TASK PROMPT. Check every line of the data below for the string "shadow", and copy the ones that hold it.

(Stored data entries)
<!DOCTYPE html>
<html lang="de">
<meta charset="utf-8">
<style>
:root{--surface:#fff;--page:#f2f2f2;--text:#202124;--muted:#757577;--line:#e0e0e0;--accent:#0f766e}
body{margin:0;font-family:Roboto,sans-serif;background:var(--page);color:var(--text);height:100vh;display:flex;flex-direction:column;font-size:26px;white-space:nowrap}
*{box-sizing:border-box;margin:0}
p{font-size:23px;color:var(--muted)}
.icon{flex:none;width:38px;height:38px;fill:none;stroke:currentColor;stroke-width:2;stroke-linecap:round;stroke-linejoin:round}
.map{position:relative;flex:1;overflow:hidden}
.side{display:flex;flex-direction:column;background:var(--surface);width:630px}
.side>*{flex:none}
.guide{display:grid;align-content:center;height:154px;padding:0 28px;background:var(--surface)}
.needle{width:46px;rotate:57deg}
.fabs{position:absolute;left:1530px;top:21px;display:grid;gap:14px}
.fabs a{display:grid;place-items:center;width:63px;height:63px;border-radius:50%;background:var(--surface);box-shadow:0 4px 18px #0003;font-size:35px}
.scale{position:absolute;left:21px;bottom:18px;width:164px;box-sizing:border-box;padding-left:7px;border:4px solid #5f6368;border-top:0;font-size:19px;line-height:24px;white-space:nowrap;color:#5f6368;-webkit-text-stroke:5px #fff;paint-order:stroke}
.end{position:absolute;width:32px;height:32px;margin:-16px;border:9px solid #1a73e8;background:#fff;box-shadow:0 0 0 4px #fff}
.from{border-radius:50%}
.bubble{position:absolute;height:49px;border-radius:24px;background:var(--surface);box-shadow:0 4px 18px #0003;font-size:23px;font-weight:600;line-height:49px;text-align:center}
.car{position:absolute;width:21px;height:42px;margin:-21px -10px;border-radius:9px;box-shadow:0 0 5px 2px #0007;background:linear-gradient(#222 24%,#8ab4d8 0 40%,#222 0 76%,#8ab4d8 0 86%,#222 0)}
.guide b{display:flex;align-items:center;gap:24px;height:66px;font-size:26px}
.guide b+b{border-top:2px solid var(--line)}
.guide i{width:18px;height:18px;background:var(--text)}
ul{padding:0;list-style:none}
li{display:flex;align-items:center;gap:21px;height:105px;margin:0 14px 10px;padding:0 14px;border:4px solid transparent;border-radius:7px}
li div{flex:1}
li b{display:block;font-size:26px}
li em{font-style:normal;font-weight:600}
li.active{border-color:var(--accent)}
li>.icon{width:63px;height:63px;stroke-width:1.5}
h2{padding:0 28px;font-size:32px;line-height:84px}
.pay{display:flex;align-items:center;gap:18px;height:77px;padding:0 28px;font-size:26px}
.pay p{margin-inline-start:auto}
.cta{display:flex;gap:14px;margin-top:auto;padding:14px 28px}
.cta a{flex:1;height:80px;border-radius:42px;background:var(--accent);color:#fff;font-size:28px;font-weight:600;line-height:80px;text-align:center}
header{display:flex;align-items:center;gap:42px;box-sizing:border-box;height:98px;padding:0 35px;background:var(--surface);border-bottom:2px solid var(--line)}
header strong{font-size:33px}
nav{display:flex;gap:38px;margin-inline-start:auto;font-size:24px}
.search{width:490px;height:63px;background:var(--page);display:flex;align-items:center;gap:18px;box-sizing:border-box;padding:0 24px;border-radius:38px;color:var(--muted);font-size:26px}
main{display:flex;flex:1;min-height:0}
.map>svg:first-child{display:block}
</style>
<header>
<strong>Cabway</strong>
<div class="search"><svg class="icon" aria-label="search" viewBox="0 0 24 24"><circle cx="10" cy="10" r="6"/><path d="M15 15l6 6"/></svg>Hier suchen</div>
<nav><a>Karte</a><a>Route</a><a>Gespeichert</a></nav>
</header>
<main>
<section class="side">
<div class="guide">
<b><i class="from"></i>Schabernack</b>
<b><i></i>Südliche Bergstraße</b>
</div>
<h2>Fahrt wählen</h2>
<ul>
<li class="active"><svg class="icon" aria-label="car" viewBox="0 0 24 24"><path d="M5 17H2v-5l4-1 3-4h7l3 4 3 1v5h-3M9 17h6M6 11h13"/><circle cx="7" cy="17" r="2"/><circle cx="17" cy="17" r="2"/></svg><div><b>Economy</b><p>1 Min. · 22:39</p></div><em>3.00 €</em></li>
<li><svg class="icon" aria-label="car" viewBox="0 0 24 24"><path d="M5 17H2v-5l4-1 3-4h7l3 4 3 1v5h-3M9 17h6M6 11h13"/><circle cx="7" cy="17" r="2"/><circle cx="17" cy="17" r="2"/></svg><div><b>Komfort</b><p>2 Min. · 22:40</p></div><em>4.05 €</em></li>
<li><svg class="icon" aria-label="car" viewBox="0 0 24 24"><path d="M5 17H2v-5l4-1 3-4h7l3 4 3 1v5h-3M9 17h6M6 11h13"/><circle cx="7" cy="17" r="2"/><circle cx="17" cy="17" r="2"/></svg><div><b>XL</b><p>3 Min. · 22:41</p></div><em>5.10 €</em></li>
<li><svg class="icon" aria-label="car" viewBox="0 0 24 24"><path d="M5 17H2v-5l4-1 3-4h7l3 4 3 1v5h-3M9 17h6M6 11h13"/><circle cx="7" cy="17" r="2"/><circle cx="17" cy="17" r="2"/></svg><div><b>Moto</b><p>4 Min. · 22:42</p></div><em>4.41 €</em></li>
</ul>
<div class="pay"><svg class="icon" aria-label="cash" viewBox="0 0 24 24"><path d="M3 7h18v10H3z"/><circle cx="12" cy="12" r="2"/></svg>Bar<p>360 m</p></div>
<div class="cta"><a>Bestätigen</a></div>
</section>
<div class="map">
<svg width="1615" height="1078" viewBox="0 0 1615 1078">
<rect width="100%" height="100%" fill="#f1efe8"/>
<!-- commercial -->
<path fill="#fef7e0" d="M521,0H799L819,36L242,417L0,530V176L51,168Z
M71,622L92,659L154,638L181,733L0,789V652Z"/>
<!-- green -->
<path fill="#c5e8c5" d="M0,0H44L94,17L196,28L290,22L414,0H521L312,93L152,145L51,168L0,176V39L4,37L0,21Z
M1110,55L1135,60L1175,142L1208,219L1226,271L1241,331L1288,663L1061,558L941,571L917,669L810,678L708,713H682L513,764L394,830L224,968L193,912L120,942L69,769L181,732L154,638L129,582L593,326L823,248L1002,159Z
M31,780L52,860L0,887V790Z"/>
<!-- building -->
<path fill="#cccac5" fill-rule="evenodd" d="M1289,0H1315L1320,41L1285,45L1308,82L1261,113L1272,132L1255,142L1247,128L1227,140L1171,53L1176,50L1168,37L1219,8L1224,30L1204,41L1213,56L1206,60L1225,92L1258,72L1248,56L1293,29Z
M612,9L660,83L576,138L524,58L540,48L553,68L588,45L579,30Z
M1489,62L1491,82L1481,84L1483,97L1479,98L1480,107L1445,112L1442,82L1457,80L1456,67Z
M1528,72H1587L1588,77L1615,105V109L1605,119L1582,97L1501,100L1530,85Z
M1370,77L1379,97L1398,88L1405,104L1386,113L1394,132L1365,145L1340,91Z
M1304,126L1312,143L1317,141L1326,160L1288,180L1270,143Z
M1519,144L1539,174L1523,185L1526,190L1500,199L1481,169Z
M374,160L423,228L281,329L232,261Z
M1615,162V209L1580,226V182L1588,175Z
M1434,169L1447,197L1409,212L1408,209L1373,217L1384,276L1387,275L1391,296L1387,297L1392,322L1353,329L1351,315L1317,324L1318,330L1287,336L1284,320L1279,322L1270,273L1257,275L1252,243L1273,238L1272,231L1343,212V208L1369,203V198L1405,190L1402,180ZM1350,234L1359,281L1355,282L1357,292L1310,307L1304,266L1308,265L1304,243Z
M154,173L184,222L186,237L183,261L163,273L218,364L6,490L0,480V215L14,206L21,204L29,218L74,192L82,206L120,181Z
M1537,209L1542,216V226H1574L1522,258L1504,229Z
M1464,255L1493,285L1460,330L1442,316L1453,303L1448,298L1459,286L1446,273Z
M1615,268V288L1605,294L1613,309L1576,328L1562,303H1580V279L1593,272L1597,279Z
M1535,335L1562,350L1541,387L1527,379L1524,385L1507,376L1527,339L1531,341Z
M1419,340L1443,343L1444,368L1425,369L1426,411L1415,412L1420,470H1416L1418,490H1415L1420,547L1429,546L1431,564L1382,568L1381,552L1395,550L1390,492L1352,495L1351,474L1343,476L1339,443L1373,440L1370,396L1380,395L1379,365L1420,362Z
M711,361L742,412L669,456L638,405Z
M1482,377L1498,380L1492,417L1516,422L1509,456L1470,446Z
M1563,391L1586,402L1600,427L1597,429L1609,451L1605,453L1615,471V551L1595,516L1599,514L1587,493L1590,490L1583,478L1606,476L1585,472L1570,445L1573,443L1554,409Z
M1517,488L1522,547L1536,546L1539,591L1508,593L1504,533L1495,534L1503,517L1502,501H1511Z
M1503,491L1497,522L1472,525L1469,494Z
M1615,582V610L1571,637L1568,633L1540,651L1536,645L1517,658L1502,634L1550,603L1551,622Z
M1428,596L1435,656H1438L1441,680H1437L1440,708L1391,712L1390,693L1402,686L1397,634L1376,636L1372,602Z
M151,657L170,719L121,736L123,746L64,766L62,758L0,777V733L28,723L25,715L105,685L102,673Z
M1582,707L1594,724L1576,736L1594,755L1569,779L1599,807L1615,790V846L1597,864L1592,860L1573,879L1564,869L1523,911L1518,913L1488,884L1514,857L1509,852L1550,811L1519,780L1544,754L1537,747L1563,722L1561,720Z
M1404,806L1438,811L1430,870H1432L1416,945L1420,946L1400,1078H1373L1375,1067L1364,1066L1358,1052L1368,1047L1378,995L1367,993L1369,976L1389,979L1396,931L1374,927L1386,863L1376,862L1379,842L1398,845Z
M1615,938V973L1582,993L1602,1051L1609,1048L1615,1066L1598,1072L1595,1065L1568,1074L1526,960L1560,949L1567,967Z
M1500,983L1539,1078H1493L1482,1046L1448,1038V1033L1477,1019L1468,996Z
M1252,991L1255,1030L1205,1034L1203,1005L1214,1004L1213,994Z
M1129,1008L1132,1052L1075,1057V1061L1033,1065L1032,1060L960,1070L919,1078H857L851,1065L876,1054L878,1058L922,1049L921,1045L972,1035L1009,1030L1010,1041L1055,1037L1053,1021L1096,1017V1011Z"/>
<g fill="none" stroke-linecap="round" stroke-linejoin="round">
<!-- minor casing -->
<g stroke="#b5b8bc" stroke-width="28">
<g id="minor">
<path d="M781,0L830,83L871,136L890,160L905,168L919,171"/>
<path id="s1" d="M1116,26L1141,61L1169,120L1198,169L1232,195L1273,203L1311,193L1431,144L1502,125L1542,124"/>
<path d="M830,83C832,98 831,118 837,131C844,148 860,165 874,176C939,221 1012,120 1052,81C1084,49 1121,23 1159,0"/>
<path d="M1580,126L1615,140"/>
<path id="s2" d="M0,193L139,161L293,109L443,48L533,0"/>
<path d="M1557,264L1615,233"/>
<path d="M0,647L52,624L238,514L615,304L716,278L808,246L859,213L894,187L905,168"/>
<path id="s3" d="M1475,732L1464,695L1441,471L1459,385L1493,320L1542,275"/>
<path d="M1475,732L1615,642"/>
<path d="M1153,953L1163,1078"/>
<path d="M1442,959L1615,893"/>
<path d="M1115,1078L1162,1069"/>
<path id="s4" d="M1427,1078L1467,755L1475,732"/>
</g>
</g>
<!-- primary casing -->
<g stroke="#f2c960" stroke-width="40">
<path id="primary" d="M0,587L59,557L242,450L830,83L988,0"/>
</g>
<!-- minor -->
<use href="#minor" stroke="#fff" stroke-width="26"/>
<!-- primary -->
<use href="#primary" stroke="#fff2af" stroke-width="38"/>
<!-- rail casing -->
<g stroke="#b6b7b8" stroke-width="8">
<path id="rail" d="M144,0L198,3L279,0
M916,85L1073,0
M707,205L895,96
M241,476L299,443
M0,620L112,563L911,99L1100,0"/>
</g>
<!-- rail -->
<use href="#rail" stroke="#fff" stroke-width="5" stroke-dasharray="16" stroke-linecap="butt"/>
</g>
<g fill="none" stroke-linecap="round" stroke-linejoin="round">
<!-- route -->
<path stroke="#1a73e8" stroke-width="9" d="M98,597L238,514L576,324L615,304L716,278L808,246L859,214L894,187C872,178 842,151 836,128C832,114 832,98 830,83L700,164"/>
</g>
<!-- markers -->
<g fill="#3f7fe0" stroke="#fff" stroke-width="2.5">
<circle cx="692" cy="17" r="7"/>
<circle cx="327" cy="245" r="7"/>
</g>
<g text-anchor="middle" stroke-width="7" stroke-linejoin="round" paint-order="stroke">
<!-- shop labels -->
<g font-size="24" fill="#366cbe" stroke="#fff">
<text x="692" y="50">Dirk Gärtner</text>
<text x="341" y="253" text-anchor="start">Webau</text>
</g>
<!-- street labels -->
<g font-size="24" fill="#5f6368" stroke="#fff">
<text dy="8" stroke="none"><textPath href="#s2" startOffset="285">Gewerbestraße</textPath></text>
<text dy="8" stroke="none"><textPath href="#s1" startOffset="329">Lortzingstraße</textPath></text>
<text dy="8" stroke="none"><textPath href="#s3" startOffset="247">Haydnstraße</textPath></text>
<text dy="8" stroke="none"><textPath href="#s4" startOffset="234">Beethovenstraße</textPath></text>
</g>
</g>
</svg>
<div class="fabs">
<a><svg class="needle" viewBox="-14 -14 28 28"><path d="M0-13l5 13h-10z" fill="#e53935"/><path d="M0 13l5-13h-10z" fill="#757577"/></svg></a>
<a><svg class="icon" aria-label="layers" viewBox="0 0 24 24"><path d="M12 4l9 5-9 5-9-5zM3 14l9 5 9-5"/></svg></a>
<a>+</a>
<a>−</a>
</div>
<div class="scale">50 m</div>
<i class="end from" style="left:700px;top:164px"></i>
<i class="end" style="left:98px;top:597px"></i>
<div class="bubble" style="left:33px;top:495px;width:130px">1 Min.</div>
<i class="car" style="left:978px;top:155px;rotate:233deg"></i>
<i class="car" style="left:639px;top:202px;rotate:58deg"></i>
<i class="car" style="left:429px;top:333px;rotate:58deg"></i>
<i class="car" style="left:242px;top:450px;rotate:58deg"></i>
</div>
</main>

TASK RESULT.
.fabs a{display:grid;place-items:center;width:63px;height:63px;border-radius:50%;background:var(--surface);box-shadow:0 4px 18px #0003;font-size:35px}
.end{position:absolute;width:32px;height:32px;margin:-16px;border:9px solid #1a73e8;background:#fff;box-shadow:0 0 0 4px #fff}
.bubble{position:absolute;height:49px;border-radius:24px;background:var(--surface);box-shadow:0 4px 18px #0003;font-size:23px;font-weight:600;line-height:49px;text-align:center}
.car{position:absolute;width:21px;height:42px;margin:-21px -10px;border-radius:9px;box-shadow:0 0 5px 2px #0007;background:linear-gradient(#222 24%,#8ab4d8 0 40%,#222 0 76%,#8ab4d8 0 86%,#222 0)}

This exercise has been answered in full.